Re: [Gems-users] Time spent in synchronization


Date: Fri, 14 Dec 2007 13:05:02 -0500
From: Hemayet Hossain <hossain@xxxxxxxxxxxxxxxx>
Subject: Re: [Gems-users] Time spent in synchronization
Hi Dan,
I am not sure but I guess I learned that in Solaris, processor 0 can't assigned to any processor set. If that is true then by using pset_bind() we can't bind any thread to processor 0 and loosing one cpu (which will create problem for maintaining 2^x conditions requirement in many cases).

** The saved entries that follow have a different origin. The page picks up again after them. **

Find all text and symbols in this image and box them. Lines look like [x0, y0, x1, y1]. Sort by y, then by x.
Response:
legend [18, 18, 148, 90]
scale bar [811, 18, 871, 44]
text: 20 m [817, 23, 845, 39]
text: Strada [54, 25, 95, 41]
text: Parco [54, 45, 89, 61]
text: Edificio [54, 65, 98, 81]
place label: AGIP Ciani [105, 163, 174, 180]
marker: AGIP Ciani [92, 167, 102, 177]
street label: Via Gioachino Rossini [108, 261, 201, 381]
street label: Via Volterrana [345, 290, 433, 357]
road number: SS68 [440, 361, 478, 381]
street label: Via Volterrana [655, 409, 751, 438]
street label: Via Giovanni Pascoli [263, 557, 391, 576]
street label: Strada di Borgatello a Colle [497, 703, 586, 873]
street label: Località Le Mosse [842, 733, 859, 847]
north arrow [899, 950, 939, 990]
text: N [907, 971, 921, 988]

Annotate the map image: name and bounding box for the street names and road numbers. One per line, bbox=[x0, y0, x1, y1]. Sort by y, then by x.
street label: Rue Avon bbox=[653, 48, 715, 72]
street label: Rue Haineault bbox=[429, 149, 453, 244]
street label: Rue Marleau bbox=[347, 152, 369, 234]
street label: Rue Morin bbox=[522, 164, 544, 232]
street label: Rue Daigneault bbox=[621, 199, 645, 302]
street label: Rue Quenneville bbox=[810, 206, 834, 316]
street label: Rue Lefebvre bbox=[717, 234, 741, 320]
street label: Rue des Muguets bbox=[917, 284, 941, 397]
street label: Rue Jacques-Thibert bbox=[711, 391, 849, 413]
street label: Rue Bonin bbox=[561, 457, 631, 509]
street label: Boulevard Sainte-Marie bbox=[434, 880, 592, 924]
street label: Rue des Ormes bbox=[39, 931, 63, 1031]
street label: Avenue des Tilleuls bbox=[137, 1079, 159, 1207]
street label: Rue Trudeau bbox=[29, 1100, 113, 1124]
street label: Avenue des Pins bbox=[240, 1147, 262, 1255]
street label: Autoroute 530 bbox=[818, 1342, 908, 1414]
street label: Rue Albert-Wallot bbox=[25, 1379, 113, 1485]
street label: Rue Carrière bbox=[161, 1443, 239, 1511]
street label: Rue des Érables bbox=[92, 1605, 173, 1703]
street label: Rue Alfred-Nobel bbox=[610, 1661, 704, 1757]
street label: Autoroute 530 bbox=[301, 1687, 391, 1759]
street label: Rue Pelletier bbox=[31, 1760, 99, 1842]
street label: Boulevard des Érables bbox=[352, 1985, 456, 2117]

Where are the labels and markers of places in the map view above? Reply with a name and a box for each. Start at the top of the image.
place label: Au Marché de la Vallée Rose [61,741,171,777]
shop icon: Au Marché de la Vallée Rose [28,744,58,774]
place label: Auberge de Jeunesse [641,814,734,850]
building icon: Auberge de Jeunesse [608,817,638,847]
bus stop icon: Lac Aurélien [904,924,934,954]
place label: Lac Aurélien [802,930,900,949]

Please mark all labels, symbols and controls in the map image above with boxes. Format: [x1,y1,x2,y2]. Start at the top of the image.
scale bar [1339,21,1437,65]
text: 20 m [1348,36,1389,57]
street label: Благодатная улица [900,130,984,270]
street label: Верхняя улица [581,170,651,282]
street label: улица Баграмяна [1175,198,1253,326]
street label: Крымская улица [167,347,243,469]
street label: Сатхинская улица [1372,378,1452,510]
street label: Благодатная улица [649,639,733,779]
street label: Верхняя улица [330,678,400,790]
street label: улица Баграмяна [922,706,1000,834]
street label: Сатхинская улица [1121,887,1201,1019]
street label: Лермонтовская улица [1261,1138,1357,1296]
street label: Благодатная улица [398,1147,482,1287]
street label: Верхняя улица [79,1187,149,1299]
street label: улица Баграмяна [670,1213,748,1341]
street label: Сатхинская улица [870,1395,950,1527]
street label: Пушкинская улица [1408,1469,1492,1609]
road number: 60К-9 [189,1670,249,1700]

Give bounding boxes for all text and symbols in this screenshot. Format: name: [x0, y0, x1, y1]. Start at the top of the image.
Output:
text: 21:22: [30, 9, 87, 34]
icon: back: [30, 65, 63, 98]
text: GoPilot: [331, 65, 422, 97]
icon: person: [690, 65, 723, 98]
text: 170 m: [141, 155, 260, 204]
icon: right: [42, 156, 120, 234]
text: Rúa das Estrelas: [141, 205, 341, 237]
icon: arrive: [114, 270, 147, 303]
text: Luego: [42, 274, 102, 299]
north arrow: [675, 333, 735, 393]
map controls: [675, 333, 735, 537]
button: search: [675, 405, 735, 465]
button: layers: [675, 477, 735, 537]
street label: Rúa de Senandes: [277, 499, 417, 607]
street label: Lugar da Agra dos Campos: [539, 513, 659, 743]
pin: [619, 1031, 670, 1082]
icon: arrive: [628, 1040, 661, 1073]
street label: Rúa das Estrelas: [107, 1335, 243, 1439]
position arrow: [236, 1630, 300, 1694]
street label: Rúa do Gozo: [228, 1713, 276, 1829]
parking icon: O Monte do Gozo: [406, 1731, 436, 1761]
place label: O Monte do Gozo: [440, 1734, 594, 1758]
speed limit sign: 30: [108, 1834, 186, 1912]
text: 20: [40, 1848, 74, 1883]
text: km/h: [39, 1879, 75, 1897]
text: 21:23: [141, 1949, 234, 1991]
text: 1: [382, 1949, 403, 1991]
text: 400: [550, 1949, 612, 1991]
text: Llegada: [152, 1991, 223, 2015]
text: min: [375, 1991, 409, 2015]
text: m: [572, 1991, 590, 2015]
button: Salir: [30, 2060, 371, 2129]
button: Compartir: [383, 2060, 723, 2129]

Am I missing something?
Thanks,
Hemayet

Dan Gibson wrote:
Solaris options for processor binding are processor_bind() and 
pset_create()/pset_bind(). We generally prefer pset_bind(). On Linux, 
you should look at sched_setaffinity(). I honestly don't know how well 
sched_setaffinity() is enforced -- I wouldn't be surprised if it wasn't 
enforced at all.

Hemayet Hossain wrote:
  
Hi Soohong,
Can you plz try some splash2 benchmarks like lu/water or so? SPEC OMP 
may have less synchronizations overhead.

I am not sure why the thread will migrate to another CPU once it has 
binded to one CPU. How did you detect that? BTW, I used following code 
to bind current running thread to a processor (bindId).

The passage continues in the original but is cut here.